Aamer Wasim

Personal information
- Born: 28 October 1960 Sialkot, Pakistan
- Died: 26 September 2018 (aged 57)
- Source: Cricinfo, 15 June 2016

= Aamer Wasim =

Pakistani cricketer (1960–2018)

Aamer Wasim (28 October 1960 - 26 September 2018), also spelled as Amir Waseem, was a Pakistani cricketer. He played 67 first-class and 46 List A matches for several domestic sides in Pakistan between 1983 and 2003.

==Early life==
Wasim was born on October 28, 1960, in Sialkot, Punjab, Pakistan.

==Career==
Wasim's first-class career began with Gujranwala, and he later played for first-class cricket teams such as Railways (1986-1996), Pakistan Automobiles Corporation (1987/88), Pakistan Customs (1998-2000), Biman Bangladesh Airlines (2000/01), and Sialkot (2001/02).
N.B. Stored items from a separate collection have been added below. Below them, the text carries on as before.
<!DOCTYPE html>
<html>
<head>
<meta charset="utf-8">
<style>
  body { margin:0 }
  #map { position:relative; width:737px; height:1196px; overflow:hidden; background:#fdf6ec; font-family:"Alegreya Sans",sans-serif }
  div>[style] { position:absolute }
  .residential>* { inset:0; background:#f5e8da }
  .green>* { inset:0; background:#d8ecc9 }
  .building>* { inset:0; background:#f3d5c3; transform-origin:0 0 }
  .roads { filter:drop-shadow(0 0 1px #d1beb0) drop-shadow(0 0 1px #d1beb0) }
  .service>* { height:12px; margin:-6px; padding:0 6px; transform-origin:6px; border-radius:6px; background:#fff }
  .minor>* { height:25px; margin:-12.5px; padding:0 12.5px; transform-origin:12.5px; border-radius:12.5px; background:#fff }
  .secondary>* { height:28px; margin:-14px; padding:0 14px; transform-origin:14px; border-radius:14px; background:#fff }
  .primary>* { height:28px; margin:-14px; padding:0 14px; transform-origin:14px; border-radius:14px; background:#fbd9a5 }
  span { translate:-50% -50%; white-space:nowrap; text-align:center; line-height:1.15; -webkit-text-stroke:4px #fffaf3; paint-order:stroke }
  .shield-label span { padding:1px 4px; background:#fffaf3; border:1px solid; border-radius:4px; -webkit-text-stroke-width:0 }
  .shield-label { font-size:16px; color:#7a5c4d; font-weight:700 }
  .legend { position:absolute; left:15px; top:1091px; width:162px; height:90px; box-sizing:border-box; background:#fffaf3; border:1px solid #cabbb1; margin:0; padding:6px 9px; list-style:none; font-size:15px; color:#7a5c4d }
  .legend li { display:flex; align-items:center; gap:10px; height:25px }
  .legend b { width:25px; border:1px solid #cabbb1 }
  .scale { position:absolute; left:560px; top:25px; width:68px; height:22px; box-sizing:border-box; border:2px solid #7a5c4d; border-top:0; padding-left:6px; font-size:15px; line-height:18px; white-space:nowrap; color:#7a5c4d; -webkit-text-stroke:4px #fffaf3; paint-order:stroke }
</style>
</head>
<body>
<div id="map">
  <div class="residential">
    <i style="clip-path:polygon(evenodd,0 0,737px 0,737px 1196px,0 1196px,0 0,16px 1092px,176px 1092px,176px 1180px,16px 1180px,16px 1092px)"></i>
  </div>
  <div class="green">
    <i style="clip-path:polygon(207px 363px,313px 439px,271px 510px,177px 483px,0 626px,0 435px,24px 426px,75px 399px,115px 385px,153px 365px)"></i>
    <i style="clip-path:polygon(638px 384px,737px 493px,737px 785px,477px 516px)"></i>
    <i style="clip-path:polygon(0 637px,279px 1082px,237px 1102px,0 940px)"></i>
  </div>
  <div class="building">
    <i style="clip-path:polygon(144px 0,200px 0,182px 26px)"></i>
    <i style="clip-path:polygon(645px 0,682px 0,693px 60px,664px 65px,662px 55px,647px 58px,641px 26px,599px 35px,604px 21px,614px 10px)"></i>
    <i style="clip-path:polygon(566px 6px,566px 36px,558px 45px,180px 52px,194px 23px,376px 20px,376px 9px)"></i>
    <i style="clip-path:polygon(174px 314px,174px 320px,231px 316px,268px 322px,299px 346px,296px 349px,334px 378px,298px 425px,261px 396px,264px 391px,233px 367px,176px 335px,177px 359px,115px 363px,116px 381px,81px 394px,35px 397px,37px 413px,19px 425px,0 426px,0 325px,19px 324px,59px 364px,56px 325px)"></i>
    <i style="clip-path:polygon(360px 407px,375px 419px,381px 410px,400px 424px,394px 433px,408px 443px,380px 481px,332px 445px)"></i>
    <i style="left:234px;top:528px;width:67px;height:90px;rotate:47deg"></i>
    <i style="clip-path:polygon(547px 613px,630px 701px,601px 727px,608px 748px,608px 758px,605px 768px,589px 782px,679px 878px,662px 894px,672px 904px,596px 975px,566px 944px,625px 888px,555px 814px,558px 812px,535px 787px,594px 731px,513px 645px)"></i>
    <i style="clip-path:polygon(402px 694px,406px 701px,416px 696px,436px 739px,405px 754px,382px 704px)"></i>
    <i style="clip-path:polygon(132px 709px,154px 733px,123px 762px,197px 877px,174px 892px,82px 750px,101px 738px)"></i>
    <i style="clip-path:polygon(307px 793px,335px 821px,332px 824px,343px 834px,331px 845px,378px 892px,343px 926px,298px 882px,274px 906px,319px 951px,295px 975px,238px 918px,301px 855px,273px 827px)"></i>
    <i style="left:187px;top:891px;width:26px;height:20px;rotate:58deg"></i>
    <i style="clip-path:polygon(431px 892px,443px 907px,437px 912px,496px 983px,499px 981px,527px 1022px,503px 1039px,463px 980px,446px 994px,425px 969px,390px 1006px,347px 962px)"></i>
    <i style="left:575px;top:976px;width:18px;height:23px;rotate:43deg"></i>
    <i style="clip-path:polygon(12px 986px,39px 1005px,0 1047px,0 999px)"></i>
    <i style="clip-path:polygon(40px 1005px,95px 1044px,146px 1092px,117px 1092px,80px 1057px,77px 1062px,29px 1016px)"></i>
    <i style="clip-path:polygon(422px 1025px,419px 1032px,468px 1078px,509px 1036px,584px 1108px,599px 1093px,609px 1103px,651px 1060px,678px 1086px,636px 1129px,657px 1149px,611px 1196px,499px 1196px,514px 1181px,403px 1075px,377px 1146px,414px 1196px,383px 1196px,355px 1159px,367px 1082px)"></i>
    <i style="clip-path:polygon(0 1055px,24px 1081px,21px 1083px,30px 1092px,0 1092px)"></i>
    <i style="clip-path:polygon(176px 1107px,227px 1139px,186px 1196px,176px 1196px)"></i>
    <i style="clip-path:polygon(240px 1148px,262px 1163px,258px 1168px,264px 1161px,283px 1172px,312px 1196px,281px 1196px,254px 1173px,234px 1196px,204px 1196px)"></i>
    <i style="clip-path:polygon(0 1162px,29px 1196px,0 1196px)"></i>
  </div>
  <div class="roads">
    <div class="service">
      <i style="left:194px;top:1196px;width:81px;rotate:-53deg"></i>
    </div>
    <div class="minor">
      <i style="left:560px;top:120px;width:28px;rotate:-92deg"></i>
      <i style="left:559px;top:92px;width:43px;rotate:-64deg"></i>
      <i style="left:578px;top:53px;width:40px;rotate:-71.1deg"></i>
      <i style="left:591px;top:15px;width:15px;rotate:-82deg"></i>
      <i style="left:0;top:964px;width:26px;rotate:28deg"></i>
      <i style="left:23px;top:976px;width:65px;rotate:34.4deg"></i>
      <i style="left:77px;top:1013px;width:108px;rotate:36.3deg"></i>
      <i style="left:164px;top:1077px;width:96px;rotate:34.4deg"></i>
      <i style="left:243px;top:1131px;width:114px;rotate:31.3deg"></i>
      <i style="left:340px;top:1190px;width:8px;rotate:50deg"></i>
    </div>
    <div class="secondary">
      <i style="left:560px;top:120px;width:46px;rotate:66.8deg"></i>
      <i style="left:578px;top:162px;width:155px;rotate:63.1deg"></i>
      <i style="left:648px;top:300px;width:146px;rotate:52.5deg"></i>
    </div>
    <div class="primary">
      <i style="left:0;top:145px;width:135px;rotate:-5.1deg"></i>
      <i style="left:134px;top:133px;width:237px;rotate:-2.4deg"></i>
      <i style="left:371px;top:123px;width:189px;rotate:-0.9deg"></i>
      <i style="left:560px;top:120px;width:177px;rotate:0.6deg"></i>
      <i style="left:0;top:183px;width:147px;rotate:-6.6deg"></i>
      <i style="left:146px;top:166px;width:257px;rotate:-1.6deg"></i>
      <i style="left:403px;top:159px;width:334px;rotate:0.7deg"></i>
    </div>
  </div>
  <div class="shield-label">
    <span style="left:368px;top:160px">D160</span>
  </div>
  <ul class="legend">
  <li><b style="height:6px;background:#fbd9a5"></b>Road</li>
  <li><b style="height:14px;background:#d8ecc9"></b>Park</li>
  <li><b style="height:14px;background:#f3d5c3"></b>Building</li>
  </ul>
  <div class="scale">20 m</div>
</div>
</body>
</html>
In his first-class career, Wasim took 242 wickets with an average of 26.61, and a best bowling figure of 7-169. His List A career saw him taking 56 wickets with an average of 27.51 and a best bowling figure of 4-14. Throughout his career, Wasim exhibited consistent performance, as evidenced by his strike rates of 61.57 and 42.71 in first-class and List A cricket respectively.

Waseem, alongside Abdur Rauf, Fazl-e-Akbar, and Taj Wali, holds the record of achieving two hat-tricks in the Quaid-e-Azam Trophy. Besides his own accolades, Waseem is also recognized for mentoring Bilal Asif in off-spinning at Tony Cricket Club in Sialkot. His guidance endured until 2008, when Asif relocated to Kuwait to aid his father. Waseem also established a cricket academy named after him, where cricketers such as Abdullah Shafique, Mohammad Ali, and Usama Mir have received training.